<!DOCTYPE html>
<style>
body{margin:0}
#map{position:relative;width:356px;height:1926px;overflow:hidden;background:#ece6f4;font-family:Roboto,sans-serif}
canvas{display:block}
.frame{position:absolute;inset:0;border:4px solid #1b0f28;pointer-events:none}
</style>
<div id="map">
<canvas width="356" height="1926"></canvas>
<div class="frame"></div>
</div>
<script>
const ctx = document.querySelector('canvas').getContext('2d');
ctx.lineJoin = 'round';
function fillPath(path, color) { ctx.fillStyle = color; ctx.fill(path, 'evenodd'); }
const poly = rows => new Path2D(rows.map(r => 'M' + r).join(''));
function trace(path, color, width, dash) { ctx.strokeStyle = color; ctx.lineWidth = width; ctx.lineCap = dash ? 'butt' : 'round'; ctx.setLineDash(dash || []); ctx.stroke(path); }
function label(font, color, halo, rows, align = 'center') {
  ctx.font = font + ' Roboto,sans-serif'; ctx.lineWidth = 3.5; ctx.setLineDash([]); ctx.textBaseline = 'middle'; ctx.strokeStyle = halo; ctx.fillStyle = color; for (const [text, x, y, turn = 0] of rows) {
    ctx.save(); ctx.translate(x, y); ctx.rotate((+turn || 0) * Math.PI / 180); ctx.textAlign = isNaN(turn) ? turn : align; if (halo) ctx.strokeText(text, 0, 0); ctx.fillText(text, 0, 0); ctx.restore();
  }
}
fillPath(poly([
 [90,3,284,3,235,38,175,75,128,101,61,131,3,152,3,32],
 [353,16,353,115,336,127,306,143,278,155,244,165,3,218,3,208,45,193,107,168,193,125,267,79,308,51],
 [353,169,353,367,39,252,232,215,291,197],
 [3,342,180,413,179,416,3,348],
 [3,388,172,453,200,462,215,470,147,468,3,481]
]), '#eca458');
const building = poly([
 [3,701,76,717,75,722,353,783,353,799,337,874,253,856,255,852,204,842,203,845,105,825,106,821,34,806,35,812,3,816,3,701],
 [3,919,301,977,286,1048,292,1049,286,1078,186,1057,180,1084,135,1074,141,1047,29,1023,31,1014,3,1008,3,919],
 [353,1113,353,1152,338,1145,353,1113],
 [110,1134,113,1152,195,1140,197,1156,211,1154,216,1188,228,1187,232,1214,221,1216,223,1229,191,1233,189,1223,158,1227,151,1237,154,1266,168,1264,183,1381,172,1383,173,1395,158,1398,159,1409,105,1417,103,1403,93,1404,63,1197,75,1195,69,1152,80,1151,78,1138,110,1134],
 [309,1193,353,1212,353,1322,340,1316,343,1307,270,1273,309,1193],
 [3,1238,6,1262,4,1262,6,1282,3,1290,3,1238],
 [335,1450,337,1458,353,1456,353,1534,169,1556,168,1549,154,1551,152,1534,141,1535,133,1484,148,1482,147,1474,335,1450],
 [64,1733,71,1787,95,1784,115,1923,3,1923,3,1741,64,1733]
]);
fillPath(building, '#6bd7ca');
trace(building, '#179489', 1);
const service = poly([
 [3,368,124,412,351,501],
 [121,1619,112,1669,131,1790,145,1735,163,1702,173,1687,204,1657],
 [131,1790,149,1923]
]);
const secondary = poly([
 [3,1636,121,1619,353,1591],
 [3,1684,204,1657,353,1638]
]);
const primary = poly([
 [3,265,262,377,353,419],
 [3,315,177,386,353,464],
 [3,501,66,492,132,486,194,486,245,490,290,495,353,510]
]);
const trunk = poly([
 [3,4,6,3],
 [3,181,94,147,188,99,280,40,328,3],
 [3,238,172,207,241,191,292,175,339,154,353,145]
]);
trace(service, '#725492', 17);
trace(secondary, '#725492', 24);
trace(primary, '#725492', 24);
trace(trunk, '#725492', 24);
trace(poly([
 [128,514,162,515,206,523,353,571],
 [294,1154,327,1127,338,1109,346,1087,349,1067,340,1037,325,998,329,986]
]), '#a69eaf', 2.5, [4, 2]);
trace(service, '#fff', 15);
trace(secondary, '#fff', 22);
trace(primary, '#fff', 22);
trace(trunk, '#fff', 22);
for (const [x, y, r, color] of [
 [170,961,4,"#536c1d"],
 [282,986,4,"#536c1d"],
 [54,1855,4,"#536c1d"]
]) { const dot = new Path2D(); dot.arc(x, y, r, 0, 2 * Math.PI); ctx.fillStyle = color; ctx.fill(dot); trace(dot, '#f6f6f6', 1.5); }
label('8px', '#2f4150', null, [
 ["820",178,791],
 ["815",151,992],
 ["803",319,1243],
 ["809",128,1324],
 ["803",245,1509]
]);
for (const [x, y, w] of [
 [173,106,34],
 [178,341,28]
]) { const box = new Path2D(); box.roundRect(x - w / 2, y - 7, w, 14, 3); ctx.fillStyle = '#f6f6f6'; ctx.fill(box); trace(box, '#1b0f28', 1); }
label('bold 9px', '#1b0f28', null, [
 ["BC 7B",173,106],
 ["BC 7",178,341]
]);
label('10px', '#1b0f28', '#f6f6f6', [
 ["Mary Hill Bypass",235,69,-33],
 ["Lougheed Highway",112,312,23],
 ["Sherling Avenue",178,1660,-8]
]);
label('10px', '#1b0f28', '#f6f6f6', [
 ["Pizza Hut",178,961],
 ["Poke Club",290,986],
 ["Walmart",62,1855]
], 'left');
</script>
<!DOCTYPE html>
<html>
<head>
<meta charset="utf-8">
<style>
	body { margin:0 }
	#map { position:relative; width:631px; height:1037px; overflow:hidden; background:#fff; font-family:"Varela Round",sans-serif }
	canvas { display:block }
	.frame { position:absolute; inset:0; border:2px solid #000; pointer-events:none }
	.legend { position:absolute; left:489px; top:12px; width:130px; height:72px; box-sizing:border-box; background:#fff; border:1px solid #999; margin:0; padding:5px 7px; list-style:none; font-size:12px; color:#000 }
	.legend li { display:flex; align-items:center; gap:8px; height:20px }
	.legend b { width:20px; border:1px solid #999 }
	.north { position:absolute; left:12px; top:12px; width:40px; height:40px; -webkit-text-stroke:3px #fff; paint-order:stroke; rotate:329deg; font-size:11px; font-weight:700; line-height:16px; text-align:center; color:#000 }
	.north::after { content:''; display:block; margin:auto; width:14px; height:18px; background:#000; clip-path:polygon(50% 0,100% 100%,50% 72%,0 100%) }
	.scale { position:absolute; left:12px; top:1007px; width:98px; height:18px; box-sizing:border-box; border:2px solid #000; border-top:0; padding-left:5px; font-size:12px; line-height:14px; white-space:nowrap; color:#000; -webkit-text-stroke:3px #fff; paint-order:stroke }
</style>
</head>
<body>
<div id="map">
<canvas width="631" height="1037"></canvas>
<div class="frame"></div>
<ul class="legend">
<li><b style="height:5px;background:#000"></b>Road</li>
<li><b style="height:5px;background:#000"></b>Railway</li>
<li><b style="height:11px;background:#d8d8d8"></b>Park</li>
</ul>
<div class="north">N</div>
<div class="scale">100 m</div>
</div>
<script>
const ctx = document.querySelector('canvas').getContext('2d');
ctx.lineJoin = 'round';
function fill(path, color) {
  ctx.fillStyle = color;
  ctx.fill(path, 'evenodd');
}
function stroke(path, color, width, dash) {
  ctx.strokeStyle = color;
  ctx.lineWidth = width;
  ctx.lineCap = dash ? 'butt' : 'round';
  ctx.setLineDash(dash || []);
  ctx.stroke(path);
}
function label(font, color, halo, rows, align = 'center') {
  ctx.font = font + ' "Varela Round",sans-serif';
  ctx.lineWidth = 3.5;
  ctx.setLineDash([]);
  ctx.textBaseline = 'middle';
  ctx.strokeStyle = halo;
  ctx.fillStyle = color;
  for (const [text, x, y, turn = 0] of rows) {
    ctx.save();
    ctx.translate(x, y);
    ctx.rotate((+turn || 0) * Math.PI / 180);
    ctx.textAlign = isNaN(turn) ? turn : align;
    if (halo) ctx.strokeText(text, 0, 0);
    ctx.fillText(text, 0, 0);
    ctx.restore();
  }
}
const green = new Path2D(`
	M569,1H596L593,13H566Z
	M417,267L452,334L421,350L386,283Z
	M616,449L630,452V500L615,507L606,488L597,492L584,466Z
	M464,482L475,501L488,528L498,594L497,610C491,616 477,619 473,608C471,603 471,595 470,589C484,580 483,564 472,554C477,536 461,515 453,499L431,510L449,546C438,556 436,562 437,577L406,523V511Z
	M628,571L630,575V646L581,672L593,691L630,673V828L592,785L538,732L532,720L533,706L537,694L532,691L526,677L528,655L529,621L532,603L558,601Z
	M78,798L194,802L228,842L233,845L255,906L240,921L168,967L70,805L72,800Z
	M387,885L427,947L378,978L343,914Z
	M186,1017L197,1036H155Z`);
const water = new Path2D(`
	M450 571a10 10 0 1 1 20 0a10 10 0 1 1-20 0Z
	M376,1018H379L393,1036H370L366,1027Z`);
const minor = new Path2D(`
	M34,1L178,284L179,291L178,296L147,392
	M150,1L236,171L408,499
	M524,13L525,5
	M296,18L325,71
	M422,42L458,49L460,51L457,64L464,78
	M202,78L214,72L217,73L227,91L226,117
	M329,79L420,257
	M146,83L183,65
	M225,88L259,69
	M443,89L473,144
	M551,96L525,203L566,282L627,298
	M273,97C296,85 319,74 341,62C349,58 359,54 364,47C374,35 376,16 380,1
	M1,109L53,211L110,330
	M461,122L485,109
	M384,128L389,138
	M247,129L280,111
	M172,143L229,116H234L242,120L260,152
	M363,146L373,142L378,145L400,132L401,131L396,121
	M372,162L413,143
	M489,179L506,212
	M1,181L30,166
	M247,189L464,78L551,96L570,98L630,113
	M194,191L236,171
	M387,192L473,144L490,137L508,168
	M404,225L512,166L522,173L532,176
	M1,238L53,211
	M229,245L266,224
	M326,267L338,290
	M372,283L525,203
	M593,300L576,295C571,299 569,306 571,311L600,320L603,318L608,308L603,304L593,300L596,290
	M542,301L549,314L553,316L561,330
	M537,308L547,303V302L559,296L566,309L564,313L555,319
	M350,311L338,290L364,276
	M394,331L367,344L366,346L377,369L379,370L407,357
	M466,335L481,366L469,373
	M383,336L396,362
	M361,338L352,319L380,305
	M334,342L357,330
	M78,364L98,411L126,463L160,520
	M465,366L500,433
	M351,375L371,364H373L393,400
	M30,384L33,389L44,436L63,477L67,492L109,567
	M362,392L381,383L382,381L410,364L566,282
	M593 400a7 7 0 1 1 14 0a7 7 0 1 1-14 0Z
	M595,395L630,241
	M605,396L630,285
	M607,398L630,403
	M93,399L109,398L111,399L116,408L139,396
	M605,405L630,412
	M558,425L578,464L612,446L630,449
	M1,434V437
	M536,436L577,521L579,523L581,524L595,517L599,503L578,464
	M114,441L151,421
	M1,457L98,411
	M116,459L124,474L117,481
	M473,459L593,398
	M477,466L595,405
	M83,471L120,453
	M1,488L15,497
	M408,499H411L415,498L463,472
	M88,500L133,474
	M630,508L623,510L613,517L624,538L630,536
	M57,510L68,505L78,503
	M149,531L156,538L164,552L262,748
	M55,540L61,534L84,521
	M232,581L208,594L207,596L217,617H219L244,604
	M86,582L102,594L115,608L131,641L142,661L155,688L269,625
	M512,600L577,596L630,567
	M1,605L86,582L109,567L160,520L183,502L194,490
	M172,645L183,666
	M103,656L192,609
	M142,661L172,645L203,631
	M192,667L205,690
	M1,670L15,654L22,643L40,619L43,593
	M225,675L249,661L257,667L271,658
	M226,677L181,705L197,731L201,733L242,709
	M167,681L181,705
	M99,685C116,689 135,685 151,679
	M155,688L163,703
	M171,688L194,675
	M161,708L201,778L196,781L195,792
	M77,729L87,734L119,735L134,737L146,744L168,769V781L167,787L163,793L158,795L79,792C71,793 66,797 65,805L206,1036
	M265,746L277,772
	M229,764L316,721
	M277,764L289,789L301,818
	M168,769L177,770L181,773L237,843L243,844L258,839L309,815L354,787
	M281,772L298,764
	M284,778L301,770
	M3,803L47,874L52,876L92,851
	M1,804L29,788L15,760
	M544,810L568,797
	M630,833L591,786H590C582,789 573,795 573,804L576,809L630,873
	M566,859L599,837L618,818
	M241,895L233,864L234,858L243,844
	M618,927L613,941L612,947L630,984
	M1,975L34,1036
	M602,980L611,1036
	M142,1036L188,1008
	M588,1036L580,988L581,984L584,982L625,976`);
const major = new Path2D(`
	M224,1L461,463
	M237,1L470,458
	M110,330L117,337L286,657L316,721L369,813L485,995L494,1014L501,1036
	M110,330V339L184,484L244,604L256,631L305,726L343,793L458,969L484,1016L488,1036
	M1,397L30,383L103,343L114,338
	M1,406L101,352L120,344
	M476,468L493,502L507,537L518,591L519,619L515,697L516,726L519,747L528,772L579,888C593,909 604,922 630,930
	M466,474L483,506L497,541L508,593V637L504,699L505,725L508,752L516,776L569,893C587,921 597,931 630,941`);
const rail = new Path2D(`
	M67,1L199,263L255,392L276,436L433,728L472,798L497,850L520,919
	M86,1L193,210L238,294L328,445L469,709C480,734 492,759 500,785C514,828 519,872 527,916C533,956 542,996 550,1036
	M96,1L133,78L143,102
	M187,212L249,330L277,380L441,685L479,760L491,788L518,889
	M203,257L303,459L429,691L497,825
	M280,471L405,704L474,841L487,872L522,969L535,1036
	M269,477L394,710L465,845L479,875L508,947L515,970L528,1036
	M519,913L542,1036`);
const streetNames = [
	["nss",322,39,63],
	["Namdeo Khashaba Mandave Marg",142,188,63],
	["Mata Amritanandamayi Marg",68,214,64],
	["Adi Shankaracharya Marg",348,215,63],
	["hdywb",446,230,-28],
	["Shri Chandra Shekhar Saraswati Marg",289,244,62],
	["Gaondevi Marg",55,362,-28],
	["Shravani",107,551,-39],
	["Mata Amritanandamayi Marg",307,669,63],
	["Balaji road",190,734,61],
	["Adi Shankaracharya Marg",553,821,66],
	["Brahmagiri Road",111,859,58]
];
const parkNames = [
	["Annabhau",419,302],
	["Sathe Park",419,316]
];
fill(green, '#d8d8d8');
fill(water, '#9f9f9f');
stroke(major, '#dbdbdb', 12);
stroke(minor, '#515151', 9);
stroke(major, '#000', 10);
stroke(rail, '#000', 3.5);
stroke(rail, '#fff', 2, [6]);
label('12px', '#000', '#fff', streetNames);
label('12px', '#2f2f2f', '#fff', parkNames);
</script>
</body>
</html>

■ YOUR TASK: Output each line of the records above exactly, beginning at the first, and stop once the line containing "function fillPath(path, color)" has been output.

■ ANSWER BOX:
<!DOCTYPE html>
<style>
body{margin:0}
#map{position:relative;width:356px;height:1926px;overflow:hidden;background:#ece6f4;font-family:Roboto,sans-serif}
canvas{display:block}
.frame{position:absolute;inset:0;border:4px solid #1b0f28;pointer-events:none}
</style>
<div id="map">
<canvas width="356" height="1926"></canvas>
<div class="frame"></div>
</div>
<script>
const ctx = document.querySelector('canvas').getContext('2d');
ctx.lineJoin = 'round';
function fillPath(path, color) { ctx.fillStyle = color; ctx.fill(path, 'evenodd'); }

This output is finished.